Sunday, September 11, 2011

Reading 9/11

Everyone says never forget 9/11. I want to forget. I want to erase the image of the two black plumes drifting side by side over Manhattan. The grey towers crumbing out of the blue, turning to dust. I’m sorry. I want to forget, not the events, or people who died, but the sorrow. 

So, I haven’t read a single one of the books listed below. But, they make up my 9/11 reading list.  I need to add some fiction.

On Friday, the Globe’s Mark Feeney commented on 9/11 and the arts.

There have been photography collections (Joel Meyerowitz’s “Aftermath’’), a television series (“Rescue Me’’), films (“Flight 93,’’ “World Trade Center’’), novels (Don DeLillo’s “Falling Man,’’ Joseph O’Neill’s “Netherland’’), popular songs (Bruce Springsteen’s “The Rising,’’ Paul McCartney’s “Freedom’’), even a Pulitzer Prize-winning classical music piece (John Adams’s “On the Transmigration of Souls’’)…Yet considering the impact of Sept. 11 in other realms - political, diplomatic, economic - what’s surprising is that the list isn’t longer. It may be even more striking that no Sept. 11-inspired work has seized the popular or critical imagination in any sort of outsized way. Certainly, there have been no Sept. 11 counterparts to Erich Maria Remarque’s novel “All Quiet on the Western Front,’’ Picasso’s painting “Guernica,’’ Shostakovich’s “Leningrad’’ Symphony, Francis Ford Coppola’s “Apocalypse Now.’’

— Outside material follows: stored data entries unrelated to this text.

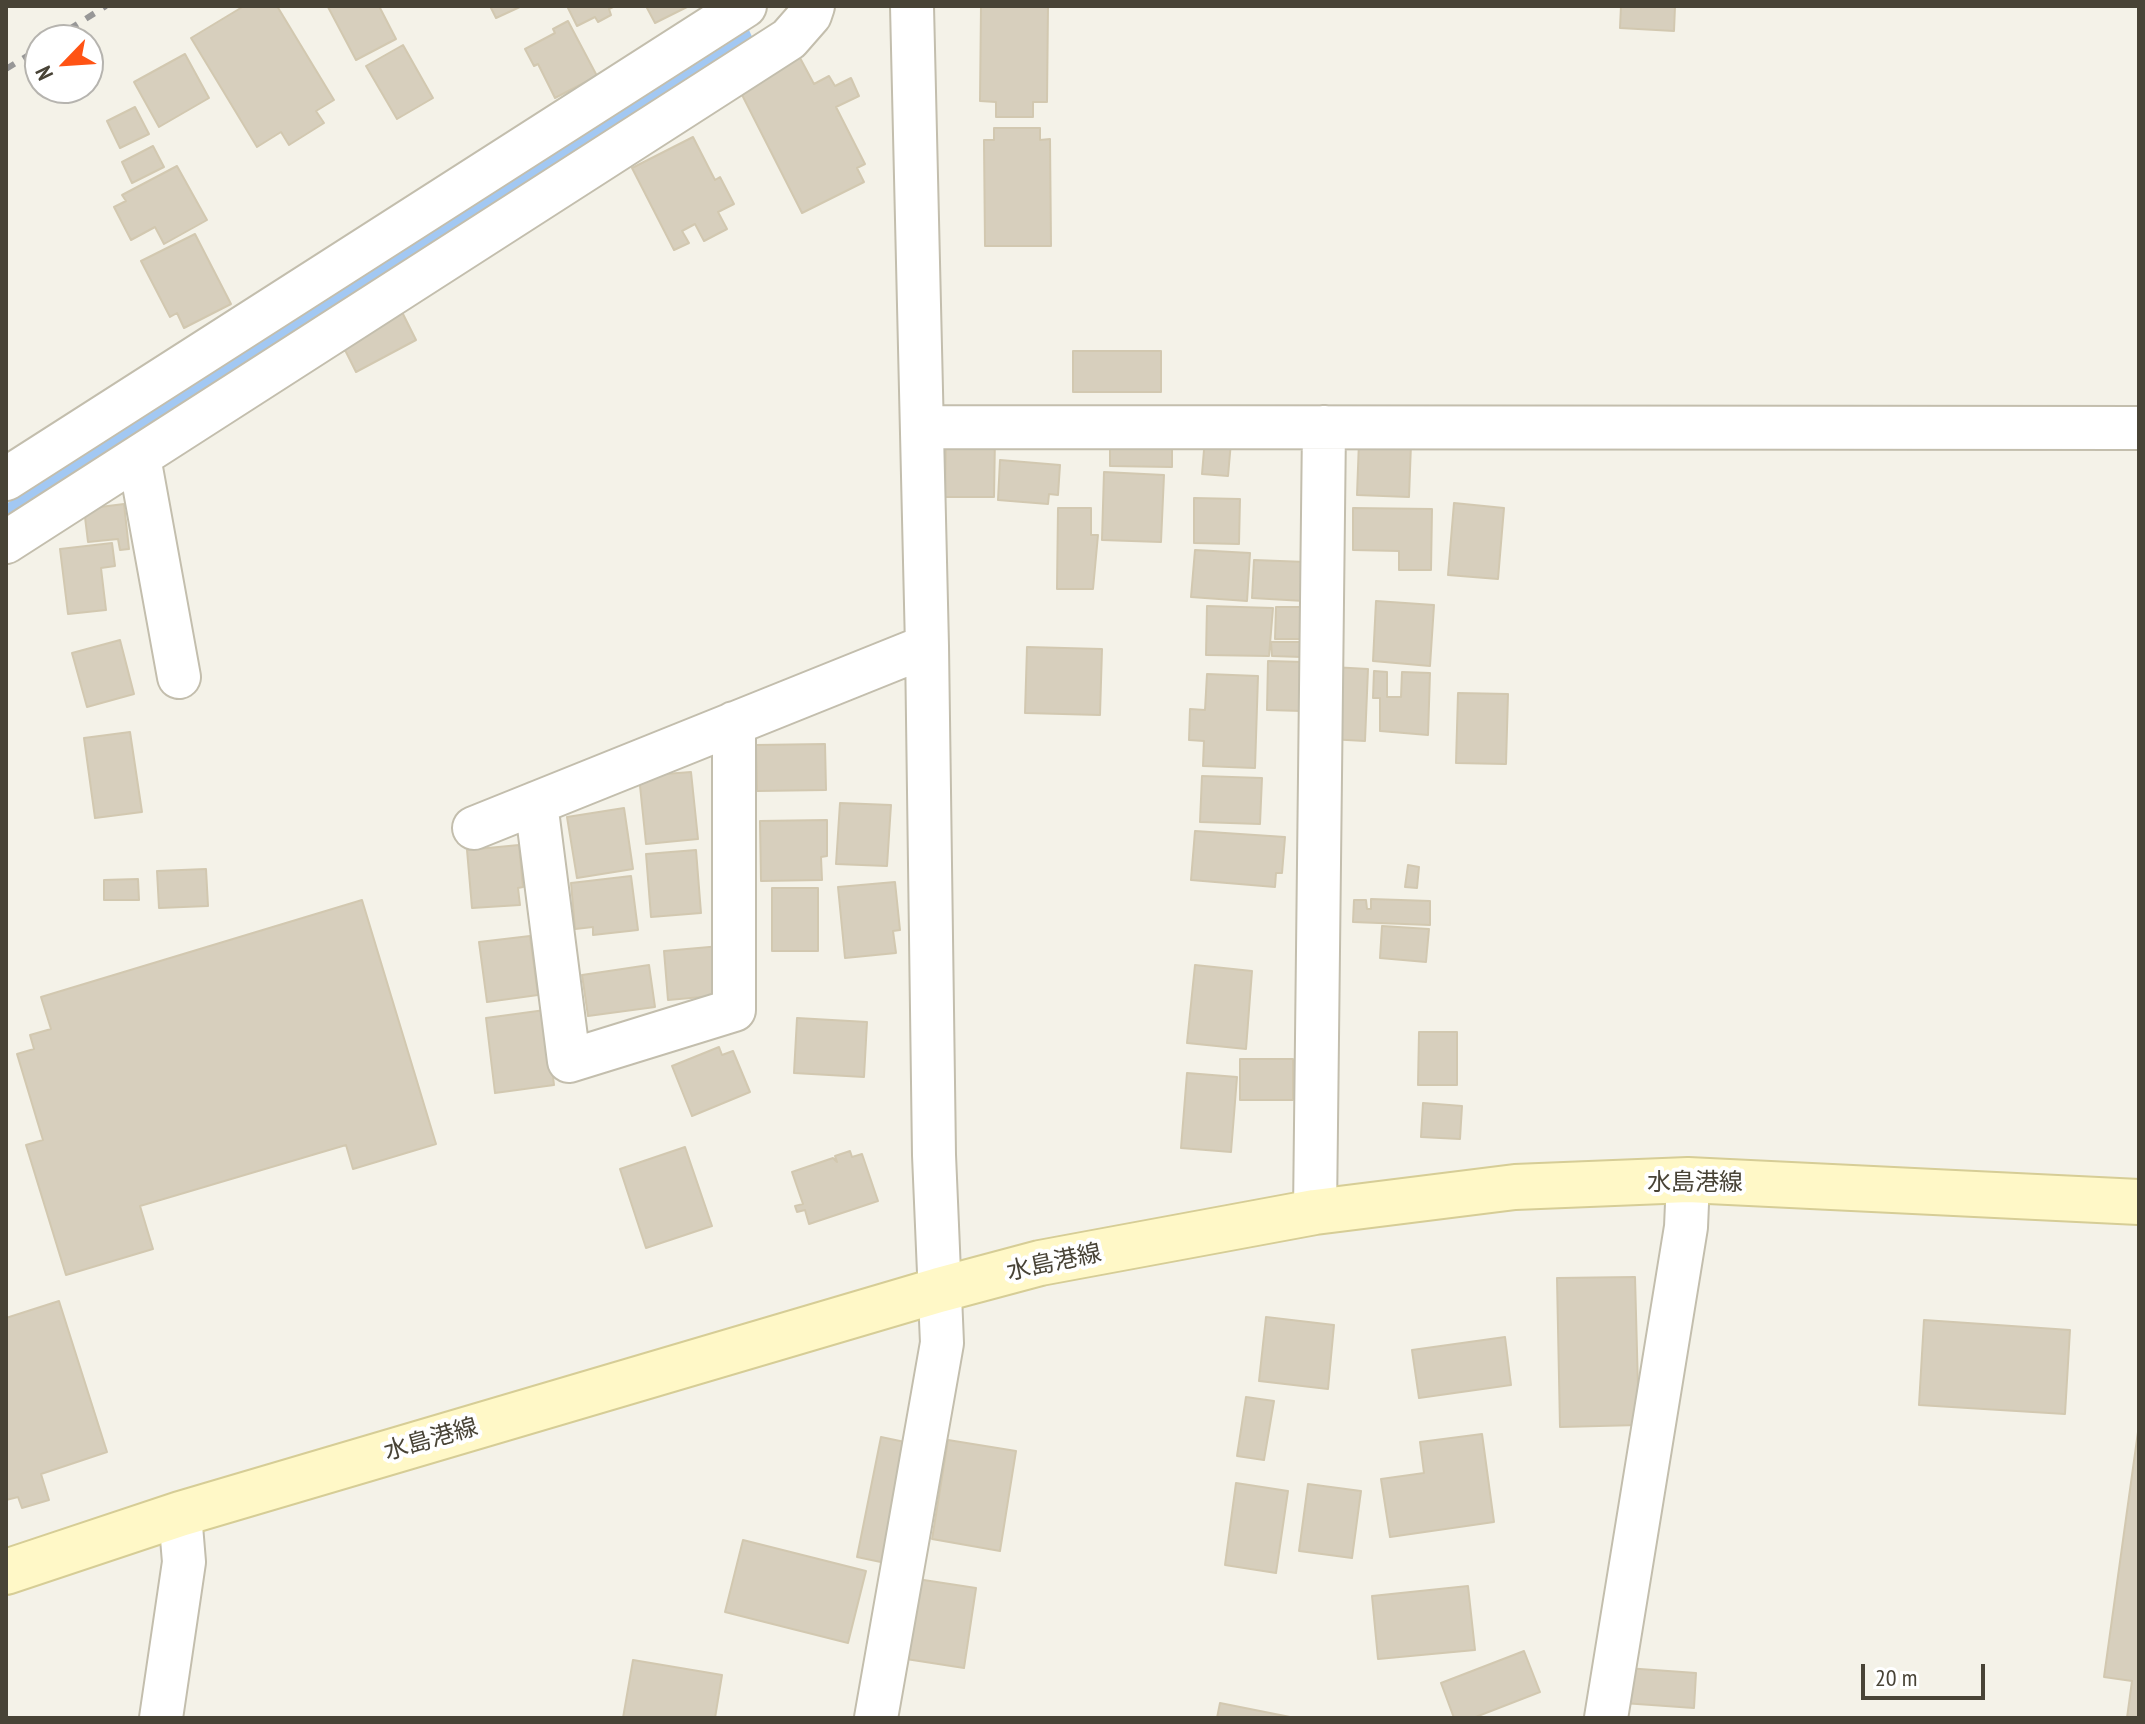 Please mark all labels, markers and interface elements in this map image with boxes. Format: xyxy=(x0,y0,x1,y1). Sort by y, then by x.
north arrow xyxy=(24,24,104,104)
text: N xyxy=(29,62,59,85)
street label: 水島港線 xyxy=(1647,1169,1743,1197)
street label: 水島港線 xyxy=(1004,1239,1104,1287)
street label: 水島港線 xyxy=(381,1413,481,1467)
scale bar xyxy=(1865,1648,1989,1698)
text: 20 m xyxy=(1875,1662,1917,1693)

Maybe, maybe not.  Here’s my 9/11 reading list.

From today: Dan Barry in the NYTimes:

In the aftermath of Sept. 11, people everywhere did what people do in disaster’s fresh wake: We wept, prayed, raged, cowered, gathered, hid, drank, questioned, comforted and sought comfort. We also saved things, often little things, and often for reasons just beyond the full grasp of articulation. Now, a decade later, many of us still keep these mundane items, which timing and circumstance have forged into artifacts approaching the sacred. They return us instantly to a moment we have no desire to revisit, but are determined not to forget. They are our Sept. 11 relics.

 The footlong shred of a T-shirt that Susan Horn keeps in her bedroom drawer in Scarsdale, N.Y., as a reminder of a stranger’s selflessness. The jar of multicolored wax bits, remnants of the McLaughlin family’s front-porch candlelight vigil in Brewster, N.Y. The silver-framed calendar of the Rev. Paul Fromberg, an Episcopal priest in San Francisco, its page fixed on September 2001. The photo identification card kept in the wallet of Stacy Scherf Dieterlen, a temporary worker who fled the south tower’s 101st floor while some of her colleagues hesitated, and died.
From Harvard Book Store :

The Looming Tower: Al Qaeda and the Road to9/11

Lawrence Wright
A gripping narrative that spans five decades, The Looming Tower explains in unprecedented detail the growth of Islamic fundamentalism, the rise of al-Qaeda, and the intelligence failures that culminated in the attacks on the World Trade Center. Lawrence Wright re-creates firsthand the transformation of Osama bin Laden and Ayman al-Zawahiri from incompetent and idealistic soldiers in Afghanistan to leaders of the most successful terrorist group in history. He follows FBI counterterrorism chief John O’Neill as he uncovers the emerging danger from al-Qaeda in the 1990s and struggles to track this new threat. Packed with new information and a deep historical perspective

Night Draws Near: Iraq's People in the Shadow of America's War (Paperback)

Anthony Shadid went to war in Iraq, but not as an embedded journalist. Born and raised in Oklahoma, of Lebanese descent, Shadid, a fluent Arabic speaker, has spent the last three years dividing his time between Washington, D.C., and Baghdad. The only journalist to win a Pulitzer Prize for his extraordinary coverage of Iraq, Shadid is also the only writer to describe the human story of ordinary Iraqis weathering the unexpected impact of America's invasion and occupation.

The Punishment of Virtue: Inside Afghanistan After the Taliban (Paperback)

As a former star reporter for NPR, Sarah Chayes developed a devoted listenership for her on-site reports on conflicts around the world. In The Punishment of Virtue, she reveals the misguided U.S. policy in Afghanistan in the wake of the defeat of the Taliban, which has severely undermined the effort to build democracy and allowed corrupt tribal warlords back into positions of power and the Taliban to re-infiltrate the country.

Seeds of Terror: How Drugs, Thugs, and Crime Are Reshaping the Afghan War (Paperback)

Seeds of Terror is a groundbreaking triumph of reporting, a book that changed U.S. policy toward the Afghan heroin trade and the fight against terror. In it, Gretchen Peters exposes the deepening relationship between the Taliban and drug traffickers, and traces decades of America's failure to disrupt the opium production that helps fund extremism.